Tamponi Covid 19: le regole per i medici di famiglia

Tamponi Covid 19 e medici di famiglia: un rapporto condito da tante polemiche. Sull’argomento interviene Ercole Core, medico, presidente della cooperativa Medici di medicina generale di Teramo ed ex segretario generale della federazione dei medici di famiglia di Teramo. La volontà di Core è di superare la “confusione generata sia dalla Regione che dalle sigle sindacali”.

L’accordo nazionale siglato tra il Ministero della Salute e la FIMMG “dispone” il coinvolgimento dei medici di medicina generale nel rafforzamento dell’attività dei Dipartimenti di Sanità Pubblica esclusivamente per l’effettuazione dei tamponi antigenici rapidi e solo per il periodo dell’epidemia influenzale sul territorio nazionale. Per l’effettuazione di tali test, spiega Core, è previsto l’accesso su prenotazione e previo triage telefonico in collaborazione con i Dipartimenti di Sanità Pubblica/Igiene e Prevenzione. Le Regioni possono prevedere anche il coinvolgimento dei medici di continuità assistenziale, dell’emergenza sanitaria e della medicina dei servizi. Core spiega ancora che “le Regioni organizzano, concordando con le rappresentative sindacali dei medici, l’esecuzione di tali tamponi nelle sedi messe a disposizioni dalle Aziende/Agenzie, incluse strutture mobili e fisse messe a disposizione dalla Protezione Civile, dal Comune, ovvero da forme organizzative complesse (UCCP, NCP)”. Per quanto riguarda l’esecuzione dei tamponi a domicilio, “essa può essere prevista dalle Regioni in accordo con le rappresentanze sindacali solo in forza delle disponibilità rilevate e non come obbligo – prosegue Core – Tale attività deve essere svolta nel rispetto delle indicazioni di sicurezza e di tutela degli operatori e dei pazienti, definite dagli organi di sanità pubblica, e non può essere svolta in assenza dei necessari dispositivi di protezione individuale (DPI), senza i quali il medico non è tenuto in ogni caso a prestare la propria attività”.

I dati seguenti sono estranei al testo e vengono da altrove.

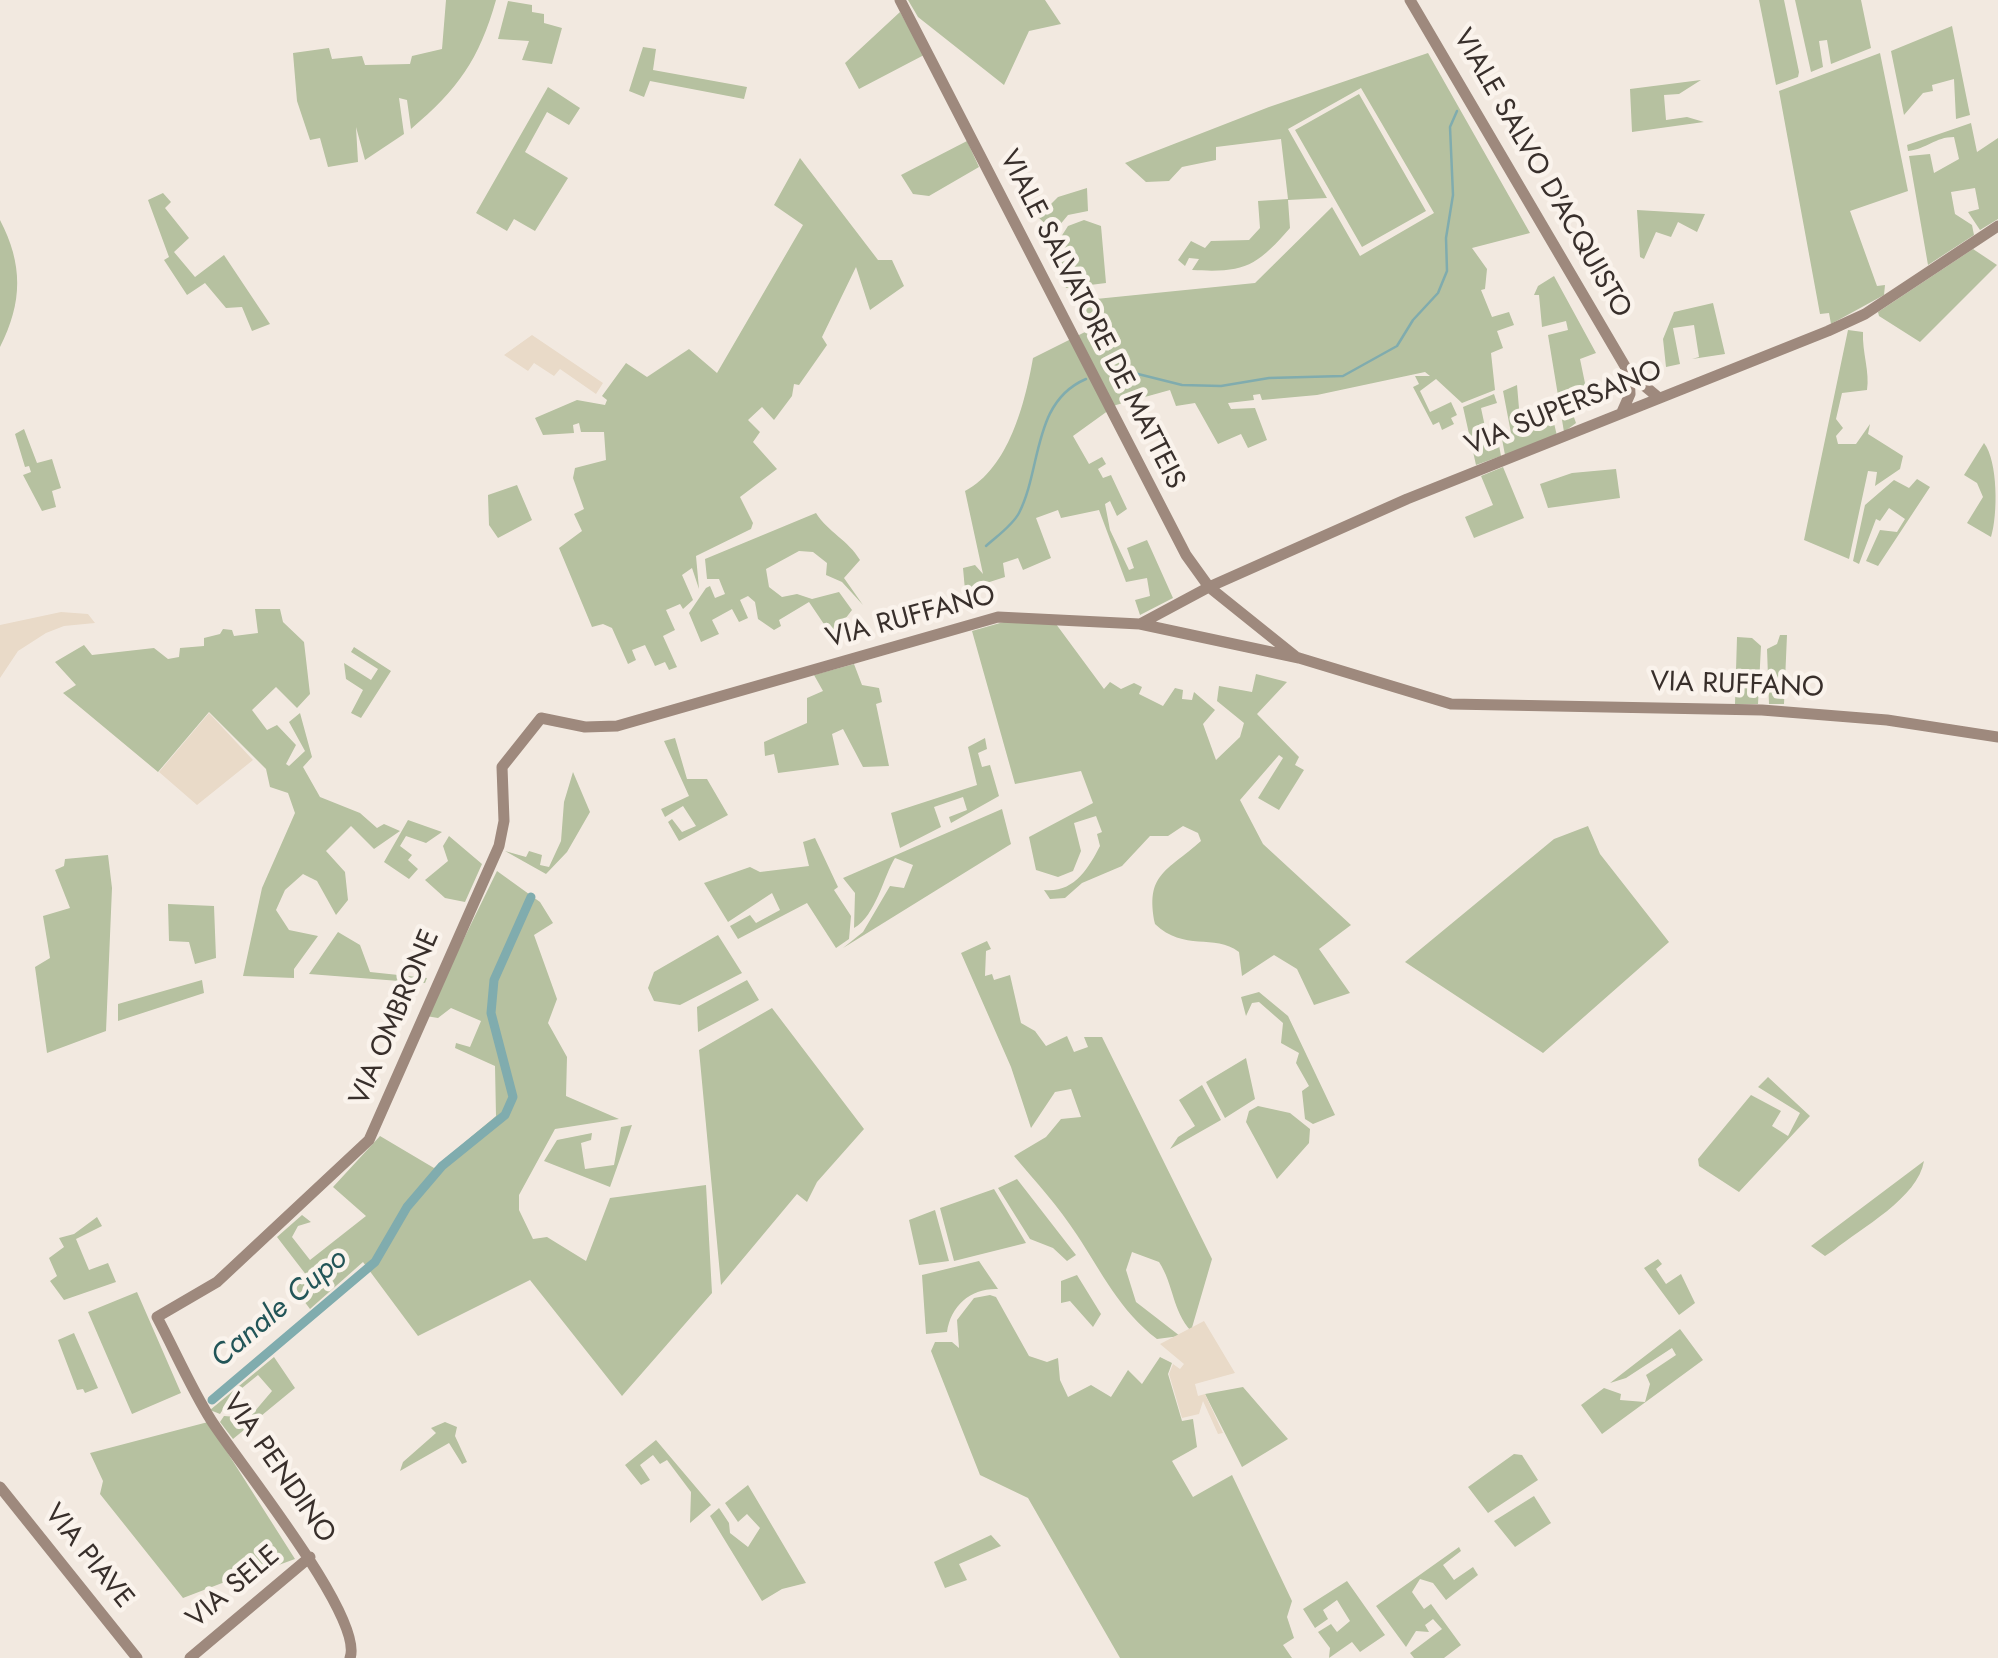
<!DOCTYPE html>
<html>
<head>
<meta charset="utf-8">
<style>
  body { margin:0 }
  canvas { display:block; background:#f2e9e0 }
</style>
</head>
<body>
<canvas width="1998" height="1658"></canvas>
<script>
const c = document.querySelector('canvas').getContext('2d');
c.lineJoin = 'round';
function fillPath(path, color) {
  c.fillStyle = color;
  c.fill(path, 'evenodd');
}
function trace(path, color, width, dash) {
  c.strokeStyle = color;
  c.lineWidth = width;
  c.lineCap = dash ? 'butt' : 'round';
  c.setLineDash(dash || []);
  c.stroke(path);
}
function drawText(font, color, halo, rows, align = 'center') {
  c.font = font + ' Jost,sans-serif';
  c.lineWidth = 9;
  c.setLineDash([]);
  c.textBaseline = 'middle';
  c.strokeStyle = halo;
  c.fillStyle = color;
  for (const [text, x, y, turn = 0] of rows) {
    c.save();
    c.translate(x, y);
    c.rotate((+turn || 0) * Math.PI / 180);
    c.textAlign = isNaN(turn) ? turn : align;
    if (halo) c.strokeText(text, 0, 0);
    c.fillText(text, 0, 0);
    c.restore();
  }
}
fillPath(new Path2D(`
  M446 0H496C479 60 458 89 411 129L407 100 399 98 404 134 365 160 356 127 358 162 328 167 320 138 310 140 297 101 293 53 329 48 332 59 362 56 365 65 410 64 412 56 442 49Z
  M908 0H1045L1061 24 1029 31 1004 85 918 17Z
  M1759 0H1784L1799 72 1798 77 1776 85Z
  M1795 0H1861L1871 48 1831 64 1827 40 1819 41 1823 67 1811 72Z
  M508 1 532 5V12L544 14V23L562 28 552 64 522 60 529 41 498 39Z
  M900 12 924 55 859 89 845 63Z
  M1952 26 1970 115 1956 119 1954 79 1932 85 1933 91 1923 93 1904 115 1891 51Z
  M643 47 656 49 653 70 747 87 744 99 650 81 644 97 629 91Z
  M1428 53 1530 233 1472 248 1487 269 1485 289 1481 290 1492 317 1509 312 1514 325 1497 331 1503 348 1491 353 1495 390 1462 403 1436 379 1420 391 1430 412 1451 402 1457 415 1451 418 1454 424 1442 430 1439 422 1433 425 1413 387 1419 384 1415 376H1430L1425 372 1317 395 1262 400 1260 394 1253 395 1254 400 1228 403 1231 409 1255 408 1267 440 1248 448 1241 434 1218 444 1195 403 1176 406 1170 390 1116 405 1073 436 1089 464 1102 457 1106 464 1098 469 1103 478 1111 475 1127 509 1117 516 1110 501 1105 504 1110 530 1129 570 1134 568 1127 548 1147 540 1173 598 1140 615 1135 600 1150 596 1147 578 1126 582 1099 510 1061 518 1058 510 1036 518 1051 558 1023 570 1018 558 1003 563 1005 577 965 590 963 568 975 565 983 574 965 491C1009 468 1025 403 1033 358L1091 329 1076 301 1255 283 1332 207 1360 256 1434 213 1361 88 1288 129 1327 198 1288 200 1290 228C1256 267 1244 273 1192 270L1199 259 1189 258 1185 266 1178 260 1191 241 1205 248 1211 241 1249 240 1260 228 1258 201 1288 199 1281 139 1216 147V160L1182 167 1169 181 1146 182 1125 163 1269 107Z
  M1880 53 1908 191 1850 211 1877 286 1885 285 1884 295 1831 324 1829 313 1820 314 1779 91Z
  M1701 80 1679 94 1664 95 1666 120 1687 117 1704 122 1632 132 1630 89Z
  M548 87 580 108 569 125 547 112 525 152 568 178 535 231 514 219 507 231 476 213Z
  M1359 94 1426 211 1362 247 1295 130Z
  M1971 123 1977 152 1998 138V219L1980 230 1968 212 1979 209 1975 188 1951 192 1955 214 1972 225 1974 235 1928 265 1909 156 1930 154 1934 173 1959 159 1954 137C1935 137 1927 149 1908 151L1907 145Z
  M967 141 979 167 929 196 913 194 901 175Z
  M800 158 878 260H892L904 286 870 310 856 267 822 337 827 345 799 385 794 384 792 396 774 420 762 407 748 420 760 432 753 442 777 469 740 497 753 523 751 529 696 556 699 589 692 568 682 575 693 600 683 609 680 604 666 610 675 630 663 636 677 667 669 670 665 662 655 666 645 645 632 650 636 660 628 664 612 628 603 624 592 627 559 548 582 531 574 514 584 509 573 478 575 468 606 460 604 432H581L579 423 573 425 574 433 543 435 535 418 577 400 605 405 607 400 602 396 626 363 647 377 689 349 717 373 803 225 774 205Z
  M1087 188 1088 211 1068 215 1054 232 1038 217 1058 197Z
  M163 193 171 202 165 208 189 238 174 252 195 277 224 255 270 324 252 331 242 307 226 308 205 283 187 295 164 260 169 257 148 200Z
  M1637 210 1705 214 1697 232 1678 222 1671 237 1656 232 1644 259 1640 257Z
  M0 220C23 264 23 302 0 347Z
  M1084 220 1101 226 1106 283 1066 288 1052 251 1068 226Z
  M1973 249 1997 265 1920 342 1879 316 1878 312Z
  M1554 276 1596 353 1580 359 1586 388 1561 393 1564 410 1571 409 1576 423 1564 432 1548 335 1568 330 1566 321 1542 327 1539 295H1534L1538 286Z
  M1713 303 1725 354 1692 359 1699 357 1694 325 1673 328 1680 364 1666 367 1663 339 1674 312Z
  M1848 330 1863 332C1862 352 1870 372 1867 390L1842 393 1836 419 1843 428 1836 436 1838 444H1856L1870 424 1868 434 1903 456 1900 469 1875 486 1877 472 1868 471 1849 559 1804 540Z
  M1517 385 1520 420 1538 418 1540 425 1554 423 1557 436 1505 455 1502 439 1511 433 1503 391Z
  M1494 394 1497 403 1481 408 1487 436 1498 440 1501 456 1476 465 1463 407Z
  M24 429 37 463 52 459 61 488 52 491 56 507 42 511 23 475 31 472 29 466 25 467 15 434Z
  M1984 443C1998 461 1998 515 1991 537L1967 523 1983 497 1977 483 1964 475Z
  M1503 467 1524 518 1474 538 1465 517 1493 505 1481 476Z
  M1616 469 1620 498 1548 508 1540 484 1572 473Z
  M1917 479 1930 487 1878 566 1866 561 1880 530 1897 532 1905 519 1889 508 1880 521 1876 519 1859 564 1853 561 1865 505 1894 480 1909 488Z
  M517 485 532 520 498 538 489 525 488 495Z
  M816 513C828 532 848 540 860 560L844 578 863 605 842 582 826 575 827 563 813 552 799 551 766 569 769 587 782 597 797 594 812 599 839 592 852 610 832 636 809 602 779 620 781 626 774 630 758 619 755 602 748 596 740 600 748 618 739 622 732 609 712 620 719 634 701 642 689 613 706 588 710 586 715 598 725 594 719 579H707L705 559Z
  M255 609H280L283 622 304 642 310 694 297 708 276 687 252 710 267 730 277 725 296 745 286 764 289 766 305 751 289 722 300 713 312 757 303 767 320 797 360 813 377 828 384 824 400 831 374 849 351 826 326 851 345 872 348 900 336 915 317 881 303 874 285 890 276 910 289 930 318 936 294 969V978L243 976 262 888 295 813 288 793 270 787 266 769 209 712 158 772 63 693 76 685 55 662 84 645 92 655 154 648 168 659 179 657 180 648 204 646V638L220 634 223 629 232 630 234 636 258 633Z
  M1007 621 1056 624 1104 689 1110 682 1121 689 1134 683 1142 687 1139 694 1163 706 1175 688 1183 690 1182 699 1192 700 1194 692 1215 710 1203 724 1216 760 1240 737 1244 723 1217 701 1219 686 1252 692 1256 674 1287 682 1257 714 1299 757 1295 765 1304 770 1279 810 1258 798 1283 758 1279 755 1240 800 1263 844 1351 925 1319 949 1350 993 1314 1005 1297 969 1274 955 1242 976 1239 952C1214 933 1184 952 1155 924 1145 874 1166 872 1201 841L1198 833 1183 826 1168 836H1150L1122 866 1082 883 1065 898 1050 899 1044 890C1074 893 1088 869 1100 846L1097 834 1102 832 1096 816 1074 823 1081 851 1073 871 1058 877 1036 870 1029 837 1093 803 1081 771 1015 784 972 631Z
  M1780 635H1787L1784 704H1769L1767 649 1777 644Z
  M1737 637 1752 638 1761 646 1758 704H1735Z
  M354 647 391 671 361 718 351 713 363 690 346 679 344 663 371 680 378 669 351 652Z
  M854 664 862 685 879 688 882 702 876 704 889 766 863 767 843 729 832 734 839 765 778 773 774 754 765 756 764 742 807 723V698L823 691 814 675Z
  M675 738 687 779H707L728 815 679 841 668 822 672 819 682 832 696 826 683 806 665 817 661 809 689 796 664 741Z
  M985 738 987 749 978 753 982 767 990 765 999 796 951 823 949 817 967 810 963 797 934 807 941 827 900 848 891 813 977 785 968 747Z
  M573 772 590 812 567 852 546 874 505 851 526 857 529 851 542 855 540 865 549 867 561 841 564 802Z
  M1002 809 1011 844 843 948 863 932 890 886 904 888 913 865 895 858C884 875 876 916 854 928L855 893 843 878Z
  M408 820 442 832 426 843 406 836 400 846 412 855 408 860 418 869 409 879 384 862Z
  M1588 826 1600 854 1669 942 1543 1053 1405 962 1554 839Z
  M449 836 482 864 465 902 445 898 425 880 448 861 443 846Z
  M815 838 838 887 834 890 851 916 849 939 836 948 807 903 738 939 730 926 750 915 756 923 780 910 772 893 728 922 704 883 750 867 760 872 809 866 803 842Z
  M108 855 112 888 106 1031 47 1053 35 967 50 958 43 916 70 908 55 870 64 866 65 859Z
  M497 871 540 902 553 923 534 935 557 999 548 1023 567 1057 566 1096 619 1119 555 1129 519 1195V1210L533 1239 547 1237 586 1261 610 1198 706 1185 712 1293 622 1396 530 1280 418 1336 363 1262 310 1309 295 1289 307 1276 277 1237 302 1215 311 1222 298 1226 292 1237 310 1260 366 1216 333 1187 380 1136 434 1168 496 1116 495 1066 455 1048 456 1043 470 1047 481 1021 451 1008 438 1018 426 1016Z
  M168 904 214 906 216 958 195 964 189 942 169 941Z
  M338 932 360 945 370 972 427 978 425 983 309 974Z
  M718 935 742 973 680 1005 654 1001 648 988 654 972Z
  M987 941 991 949 986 951 985 976 992 974 994 980 1010 975 1021 1023 1035 1031 1046 1046 1067 1036 1074 1052 1088 1047 1084 1037H1102L1212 1259 1191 1331C1172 1310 1174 1285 1159 1262L1132 1252 1126 1270 1136 1302 1180 1336 1157 1339C1120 1311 1102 1273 1077 1235 1059 1207 1036 1182 1014 1156L1046 1137 1061 1119 1081 1117 1071 1089 1055 1092 1031 1128 1011 1067 961 953Z
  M202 980 204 993 118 1021V1004Z
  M747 980 759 1000 698 1032 697 1007Z
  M1259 992 1288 1016 1335 1115 1313 1124 1305 1119 1302 1091 1309 1086 1296 1063 1299 1053 1281 1043 1283 1023 1259 1002 1252 1003 1246 1016 1241 997Z
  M772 1008 864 1129 817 1182 807 1202 797 1194 721 1285 699 1050Z
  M1246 1058 1255 1099 1225 1118 1206 1082Z
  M1768 1077 1810 1116 1739 1192 1699 1166 1698 1159 1751 1095 1781 1111 1772 1126 1788 1136 1800 1113 1758 1087Z
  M1202 1085 1221 1120 1170 1149 1178 1137 1195 1126 1179 1100Z
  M1258 1106 1290 1113 1310 1129 1309 1143 1277 1179 1246 1122 1249 1111Z
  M632 1125 610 1187 544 1161 557 1140 592 1133 591 1140 581 1143 585 1169 614 1165 621 1127Z
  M1924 1161C1918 1198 1861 1228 1834 1250L1825 1256 1811 1246Z
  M1017 1179 1076 1255 1067 1261 1053 1248 1030 1239 998 1188Z
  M994 1189 1026 1243 954 1261 940 1208Z
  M935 1210 949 1261 919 1265 909 1220Z
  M97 1217 102 1226 76 1239 89 1270 108 1263 116 1282 64 1300 50 1281 57 1276 49 1258 64 1247 59 1238 74 1234Z
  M1658 1259 1662 1264 1656 1269 1666 1284 1681 1274 1695 1303 1679 1315 1644 1268Z
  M979 1261 998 1289C971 1288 951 1305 947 1332L926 1334 922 1275Z
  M1077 1275 1101 1314 1093 1327 1070 1301 1061 1303V1281Z
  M137 1292 181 1393 132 1414 88 1312Z
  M990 1295 996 1297 1029 1356 1047 1362 1058 1358 1060 1380 1068 1397 1091 1385 1111 1397 1128 1370 1142 1384 1160 1357 1172 1363 1168 1374 1182 1421 1193 1419 1197 1447 1172 1461 1193 1497 1232 1475 1292 1601 1287 1617 1294 1638 1283 1645 1292 1658H1120L1028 1498 980 1475 931 1351 935 1342H952L959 1348 957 1320 974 1298Z
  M1680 1329 1703 1360 1602 1434 1581 1405 1604 1388 1621 1394 1620 1400 1645 1402 1650 1384 1646 1375 1676 1355 1672 1348 1626 1378 1610 1383Z
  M74 1333 98 1388 85 1393 83 1389 77 1390 58 1340Z
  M274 1357 295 1388 233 1439 220 1422 224 1416 249 1418 272 1391 258 1375 231 1397 220 1414 210 1410Z
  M1243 1387 1288 1439 1242 1467 1205 1394Z
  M208 1422 295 1559 243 1578 235 1569 225 1574 230 1580 183 1598 100 1494 103 1481 90 1453Z
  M445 1422 457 1427 455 1436 467 1462 462 1464 449 1443 400 1471 403 1462 436 1433 431 1428Z
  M656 1440 711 1505 690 1523 691 1492 667 1460 660 1464 653 1455 640 1465 650 1480 641 1485 625 1465Z
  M1514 1454 1522 1455 1538 1480 1488 1513 1468 1487Z
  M748 1485 806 1583 782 1589 762 1601 710 1516 719 1508 729 1523 730 1533 748 1547 760 1528 747 1514 738 1522 725 1503Z
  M1534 1496 1551 1523 1515 1547 1494 1521Z
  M991 1535 1001 1546 959 1564 967 1580 945 1588 934 1562Z
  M1459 1547 1461 1551 1443 1565 1454 1580 1473 1567 1478 1575 1446 1600 1433 1583 1420 1579 1412 1592 1424 1609 1431 1604 1461 1645 1444 1658H1414L1410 1653 1442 1629 1433 1619 1425 1625 1429 1632 1416 1631 1406 1647 1376 1606Z
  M1347 1581 1385 1635 1360 1652 1352 1642 1329 1658 1330 1648 1318 1632 1331 1624 1337 1632 1350 1621 1337 1600 1323 1610 1328 1619 1315 1628 1303 1609Z`), '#b6c1a0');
fillPath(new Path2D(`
  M532 335 603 383 596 394 560 369 554 376 534 363 528 371 504 355Z
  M61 612 88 614 95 623 64 626 46 633 18 651 0 678V625Z
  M209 713 253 760 197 805 159 772Z
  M1204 1321 1235 1373 1195 1384 1198 1396 1205 1394 1223 1433 1218 1434 1203 1401 1199 1414 1182 1418 1169 1374 1173 1364 1180 1369 1184 1364 1160 1344Z`), '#e9dac8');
trace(new Path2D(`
  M1110 367 1182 385 1221 386 1269 378 1343 376 1397 346 1413 320 1438 293 1447 271 1446 238 1453 195 1450 127 1457 111
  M986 546C997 536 1012 526 1019 513 1042 468 1032 402 1086 379`), '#80acae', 2.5);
trace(new Path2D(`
  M212 1400 375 1262 407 1207 442 1166 505 1115 513 1097 491 1013 494 980 531 897`), '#80acae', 9);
trace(new Path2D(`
  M900 0 1186 555 1209 587 1295 656
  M1410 0 1629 373 1659 398
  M1622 412 1630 394 1629 373
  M1140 624 1209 587 1407 499 1828 331 1865 314 1998 226
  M0 1487 137 1658
  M190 1658 310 1557
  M350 1658C365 1618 237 1461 211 1420 191 1388 175 1351 157 1317L217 1282 369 1140 499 846 504 821 502 767 541 718 585 727 617 726 998 617 1140 624 1299 658 1451 704 1762 710 1887 720 1998 737`), '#9e897d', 11);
drawText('28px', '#382f2b', '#faf3ec', [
  ["VIALE SALVO D'ACQUISTO",1541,174,60],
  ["VIALE SALVATORE DE MATTEIS",1091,320,63],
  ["VIA SUPERSANO",1564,409,-22],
  ["VIA RUFFANO",911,618,-15],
  ["VIA RUFFANO",1737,686,2],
  ["VIA OMBRONE",396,1018,-67],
  ["VIA PENDINO",278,1469,55],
  ["VIA PIAVE",88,1557,51],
  ["VIA SELE",234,1588,-40]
]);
drawText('italic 30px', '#225558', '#faf3ec', [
  ["Canale Cupo",280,1309,-40]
]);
</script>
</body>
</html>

Le polemiche che si sono create in questi giorni, osserva Core, sono “frutto di una comunicazione lacunosa su diversi fronti, sono del tutto ingiustificate e inutili. La Regione, le ASL e i rappresentanti dei medici di medicina generale devono mettersi d’accordo sulle modalità di esecuzione di tale servizio, di concerto con la Protezione civile nei Comuni, garantendo la sicurezza sia degli operatori che dei cittadini”.